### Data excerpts
▬▬▬▬▬▬▬▬▬▬

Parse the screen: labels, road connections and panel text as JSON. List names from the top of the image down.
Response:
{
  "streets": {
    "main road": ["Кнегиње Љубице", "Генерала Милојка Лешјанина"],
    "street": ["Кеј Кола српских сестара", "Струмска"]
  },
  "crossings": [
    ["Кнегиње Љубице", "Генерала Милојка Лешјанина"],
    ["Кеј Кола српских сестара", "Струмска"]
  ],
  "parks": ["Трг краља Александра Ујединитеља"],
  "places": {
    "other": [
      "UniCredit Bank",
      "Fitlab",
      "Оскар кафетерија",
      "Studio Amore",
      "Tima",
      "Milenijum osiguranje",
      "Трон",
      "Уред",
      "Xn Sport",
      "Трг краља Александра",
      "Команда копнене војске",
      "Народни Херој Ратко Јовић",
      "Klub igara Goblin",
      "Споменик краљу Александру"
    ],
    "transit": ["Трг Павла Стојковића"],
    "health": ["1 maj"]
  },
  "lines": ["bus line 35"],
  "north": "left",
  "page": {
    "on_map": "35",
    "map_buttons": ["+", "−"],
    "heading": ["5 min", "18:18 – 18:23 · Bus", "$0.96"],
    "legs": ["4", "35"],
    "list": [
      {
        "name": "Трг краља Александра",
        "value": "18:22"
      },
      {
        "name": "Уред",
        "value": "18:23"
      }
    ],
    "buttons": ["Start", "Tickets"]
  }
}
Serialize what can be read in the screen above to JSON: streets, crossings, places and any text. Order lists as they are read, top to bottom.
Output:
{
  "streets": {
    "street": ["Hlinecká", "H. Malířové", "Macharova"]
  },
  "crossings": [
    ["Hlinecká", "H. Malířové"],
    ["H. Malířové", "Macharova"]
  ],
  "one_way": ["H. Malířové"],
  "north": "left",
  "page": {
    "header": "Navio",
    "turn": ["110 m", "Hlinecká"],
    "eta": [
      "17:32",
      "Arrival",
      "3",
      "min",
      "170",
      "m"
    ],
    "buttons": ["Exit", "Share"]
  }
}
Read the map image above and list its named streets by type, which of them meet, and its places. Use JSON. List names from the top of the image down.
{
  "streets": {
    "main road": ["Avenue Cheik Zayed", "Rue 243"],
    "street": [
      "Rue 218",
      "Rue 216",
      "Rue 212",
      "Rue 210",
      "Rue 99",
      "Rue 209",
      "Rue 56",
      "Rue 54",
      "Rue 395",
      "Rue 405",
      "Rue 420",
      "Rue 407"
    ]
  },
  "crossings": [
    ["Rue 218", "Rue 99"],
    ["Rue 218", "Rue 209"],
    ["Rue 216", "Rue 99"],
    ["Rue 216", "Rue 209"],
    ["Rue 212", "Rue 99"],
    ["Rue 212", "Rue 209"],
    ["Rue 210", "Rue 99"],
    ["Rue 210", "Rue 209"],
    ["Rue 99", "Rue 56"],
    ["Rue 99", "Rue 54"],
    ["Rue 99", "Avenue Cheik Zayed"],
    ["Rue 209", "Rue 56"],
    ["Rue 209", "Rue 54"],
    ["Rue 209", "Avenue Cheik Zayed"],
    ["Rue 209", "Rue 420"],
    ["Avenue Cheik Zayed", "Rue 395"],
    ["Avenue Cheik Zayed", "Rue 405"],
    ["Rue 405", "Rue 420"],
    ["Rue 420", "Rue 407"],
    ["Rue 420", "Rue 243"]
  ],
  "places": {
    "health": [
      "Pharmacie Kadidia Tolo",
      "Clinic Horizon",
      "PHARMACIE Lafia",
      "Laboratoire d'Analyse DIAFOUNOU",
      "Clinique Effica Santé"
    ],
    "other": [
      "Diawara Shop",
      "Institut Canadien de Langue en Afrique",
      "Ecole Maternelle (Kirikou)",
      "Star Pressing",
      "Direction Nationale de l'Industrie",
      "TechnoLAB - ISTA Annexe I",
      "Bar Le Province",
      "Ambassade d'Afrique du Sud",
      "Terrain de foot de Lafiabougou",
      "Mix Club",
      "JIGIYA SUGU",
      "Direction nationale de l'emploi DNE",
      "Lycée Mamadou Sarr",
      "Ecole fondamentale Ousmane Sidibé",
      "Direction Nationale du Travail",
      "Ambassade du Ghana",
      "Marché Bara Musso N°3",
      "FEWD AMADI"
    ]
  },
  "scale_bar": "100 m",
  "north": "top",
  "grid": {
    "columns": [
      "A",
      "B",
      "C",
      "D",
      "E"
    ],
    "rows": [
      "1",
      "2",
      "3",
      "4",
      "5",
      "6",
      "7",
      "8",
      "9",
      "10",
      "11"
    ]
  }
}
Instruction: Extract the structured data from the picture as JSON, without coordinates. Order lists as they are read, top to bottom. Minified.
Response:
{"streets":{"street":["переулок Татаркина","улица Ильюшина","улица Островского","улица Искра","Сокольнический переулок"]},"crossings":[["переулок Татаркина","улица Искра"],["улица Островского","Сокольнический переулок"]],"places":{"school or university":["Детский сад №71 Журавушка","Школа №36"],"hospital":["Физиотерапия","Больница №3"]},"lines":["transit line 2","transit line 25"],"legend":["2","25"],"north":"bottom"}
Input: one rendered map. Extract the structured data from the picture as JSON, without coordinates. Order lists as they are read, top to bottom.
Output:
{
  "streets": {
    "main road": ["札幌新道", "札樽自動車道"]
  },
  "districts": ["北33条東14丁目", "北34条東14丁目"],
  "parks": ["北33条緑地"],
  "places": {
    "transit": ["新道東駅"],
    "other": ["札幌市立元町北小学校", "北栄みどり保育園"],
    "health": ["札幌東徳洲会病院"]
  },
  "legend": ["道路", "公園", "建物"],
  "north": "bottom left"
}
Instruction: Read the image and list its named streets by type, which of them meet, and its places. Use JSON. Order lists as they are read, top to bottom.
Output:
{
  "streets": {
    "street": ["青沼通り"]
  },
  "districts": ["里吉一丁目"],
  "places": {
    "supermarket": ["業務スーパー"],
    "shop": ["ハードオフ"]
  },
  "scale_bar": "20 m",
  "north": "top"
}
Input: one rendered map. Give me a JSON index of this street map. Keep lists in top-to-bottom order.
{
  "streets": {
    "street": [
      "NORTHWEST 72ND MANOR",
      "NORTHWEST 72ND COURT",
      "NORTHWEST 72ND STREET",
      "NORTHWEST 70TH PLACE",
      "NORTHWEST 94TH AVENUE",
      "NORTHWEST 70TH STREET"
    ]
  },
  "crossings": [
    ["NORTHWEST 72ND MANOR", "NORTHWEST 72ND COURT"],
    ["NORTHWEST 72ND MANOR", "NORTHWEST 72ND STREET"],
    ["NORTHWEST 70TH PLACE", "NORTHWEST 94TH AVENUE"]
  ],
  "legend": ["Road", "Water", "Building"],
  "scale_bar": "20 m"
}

▬▬▬▬▬▬▬▬▬▬

### TASK PROMPT
Every line of the data above is to be repeated exactly.

### ANSWER TO THIS TASK
Parse the screen: labels, road connections and panel text as JSON. List names from the top of the image down.
Response:
{
  "streets": {
    "main road": ["Кнегиње Љубице", "Генерала Милојка Лешјанина"],
    "street": ["Кеј Кола српских сестара", "Струмска"]
  },
  "crossings": [
    ["Кнегиње Љубице", "Генерала Милојка Лешјанина"],
    ["Кеј Кола српских сестара", "Струмска"]
  ],
  "parks": ["Трг краља Александра Ујединитеља"],
  "places": {
    "other": [
      "UniCredit Bank",
      "Fitlab",
      "Оскар кафетерија",
      "Studio Amore",
      "Tima",
      "Milenijum osiguranje",
      "Трон",
      "Уред",
      "Xn Sport",
      "Трг краља Александра",
      "Команда копнене војске",
      "Народни Херој Ратко Јовић",
      "Klub igara Goblin",
      "Споменик краљу Александру"
    ],
    "transit": ["Трг Павла Стојковића"],
    "health": ["1 maj"]
  },
  "lines": ["bus line 35"],
  "north": "left",
  "page": {
    "on_map": "35",
    "map_buttons": ["+", "−"],
    "heading": ["5 min", "18:18 – 18:23 · Bus", "$0.96"],
    "legs": ["4", "35"],
    "list": [
      {
        "name": "Трг краља Александра",
        "value": "18:22"
      },
      {
        "name": "Уред",
        "value": "18:23"
      }
    ],
    "buttons": ["Start", "Tickets"]
  }
}
Serialize what can be read in the screen above to JSON: streets, crossings, places and any text. Order lists as they are read, top to bottom.
Output:
{
  "streets": {
    "street": ["Hlinecká", "H. Malířové", "Macharova"]
  },
  "crossings": [
    ["Hlinecká", "H. Malířové"],
    ["H. Malířové", "Macharova"]
  ],
  "one_way": ["H. Malířové"],
  "north": "left",
  "page": {
    "header": "Navio",
    "turn": ["110 m", "Hlinecká"],
    "eta": [
      "17:32",
      "Arrival",
      "3",
      "min",
      "170",
      "m"
    ],
    "buttons": ["Exit", "Share"]
  }
}
Read the map image above and list its named streets by type, which of them meet, and its places. Use JSON. List names from the top of the image down.
{
  "streets": {
    "main road": ["Avenue Cheik Zayed", "Rue 243"],
    "street": [
      "Rue 218",
      "Rue 216",
      "Rue 212",
      "Rue 210",
      "Rue 99",
      "Rue 209",
      "Rue 56",
      "Rue 54",
      "Rue 395",
      "Rue 405",
      "Rue 420",
      "Rue 407"
    ]
  },
  "crossings": [
    ["Rue 218", "Rue 99"],
    ["Rue 218", "Rue 209"],
    ["Rue 216", "Rue 99"],
    ["Rue 216", "Rue 209"],
    ["Rue 212", "Rue 99"],
    ["Rue 212", "Rue 209"],
    ["Rue 210", "Rue 99"],
    ["Rue 210", "Rue 209"],
    ["Rue 99", "Rue 56"],
    ["Rue 99", "Rue 54"],
    ["Rue 99", "Avenue Cheik Zayed"],
    ["Rue 209", "Rue 56"],
    ["Rue 209", "Rue 54"],
    ["Rue 209", "Avenue Cheik Zayed"],
    ["Rue 209", "Rue 420"],
    ["Avenue Cheik Zayed", "Rue 395"],
    ["Avenue Cheik Zayed", "Rue 405"],
    ["Rue 405", "Rue 420"],
    ["Rue 420", "Rue 407"],
    ["Rue 420", "Rue 243"]
  ],
  "places": {
    "health": [
      "Pharmacie Kadidia Tolo",
      "Clinic Horizon",
      "PHARMACIE Lafia",
      "Laboratoire d'Analyse DIAFOUNOU",
      "Clinique Effica Santé"
    ],
    "other": [
      "Diawara Shop",
      "Institut Canadien de Langue en Afrique",
      "Ecole Maternelle (Kirikou)",
      "Star Pressing",
      "Direction Nationale de l'Industrie",
      "TechnoLAB - ISTA Annexe I",
      "Bar Le Province",
      "Ambassade d'Afrique du Sud",
      "Terrain de foot de Lafiabougou",
      "Mix Club",
      "JIGIYA SUGU",
      "Direction nationale de l'emploi DNE",
      "Lycée Mamadou Sarr",
      "Ecole fondamentale Ousmane Sidibé",
      "Direction Nationale du Travail",
      "Ambassade du Ghana",
      "Marché Bara Musso N°3",
      "FEWD AMADI"
    ]
  },
  "scale_bar": "100 m",
  "north": "top",
  "grid": {
    "columns": [
      "A",
      "B",
      "C",
      "D",
      "E"
    ],
    "rows": [
      "1",
      "2",
      "3",
      "4",
      "5",
      "6",
      "7",
      "8",
      "9",
      "10",
      "11"
    ]
  }
}
Instruction: Extract the structured data from the picture as JSON, without coordinates. Order lists as they are read, top to bottom. Minified.
Response:
{"streets":{"street":["переулок Татаркина","улица Ильюшина","улица Островского","улица Искра","Сокольнический переулок"]},"crossings":[["переулок Татаркина","улица Искра"],["улица Островского","Сокольнический переулок"]],"places":{"school or university":["Детский сад №71 Журавушка","Школа №36"],"hospital":["Физиотерапия","Больница №3"]},"lines":["transit line 2","transit line 25"],"legend":["2","25"],"north":"bottom"}
Input: one rendered map. Extract the structured data from the picture as JSON, without coordinates. Order lists as they are read, top to bottom.
Output:
{
  "streets": {
    "main road": ["札幌新道", "札樽自動車道"]
  },
  "districts": ["北33条東14丁目", "北34条東14丁目"],
  "parks": ["北33条緑地"],
  "places": {
    "transit": ["新道東駅"],
    "other": ["札幌市立元町北小学校", "北栄みどり保育園"],
    "health": ["札幌東徳洲会病院"]
  },
  "legend": ["道路", "公園", "建物"],
  "north": "bottom left"
}
Instruction: Read the image and list its named streets by type, which of them meet, and its places. Use JSON. Order lists as they are read, top to bottom.
Output:
{
  "streets": {
    "street": ["青沼通り"]
  },
  "districts": ["里吉一丁目"],
  "places": {
    "supermarket": ["業務スーパー"],
    "shop": ["ハードオフ"]
  },
  "scale_bar": "20 m",
  "north": "top"
}
Input: one rendered map. Give me a JSON index of this street map. Keep lists in top-to-bottom order.
{
  "streets": {
    "street": [
      "NORTHWEST 72ND MANOR",
      "NORTHWEST 72ND COURT",
      "NORTHWEST 72ND STREET",
      "NORTHWEST 70TH PLACE",
      "NORTHWEST 94TH AVENUE",
      "NORTHWEST 70TH STREET"
    ]
  },
  "crossings": [
    ["NORTHWEST 72ND MANOR", "NORTHWEST 72ND COURT"],
    ["NORTHWEST 72ND MANOR", "NORTHWEST 72ND STREET"],
    ["NORTHWEST 70TH PLACE", "NORTHWEST 94TH AVENUE"]
  ],
  "legend": ["Road", "Water", "Building"],
  "scale_bar": "20 m"
}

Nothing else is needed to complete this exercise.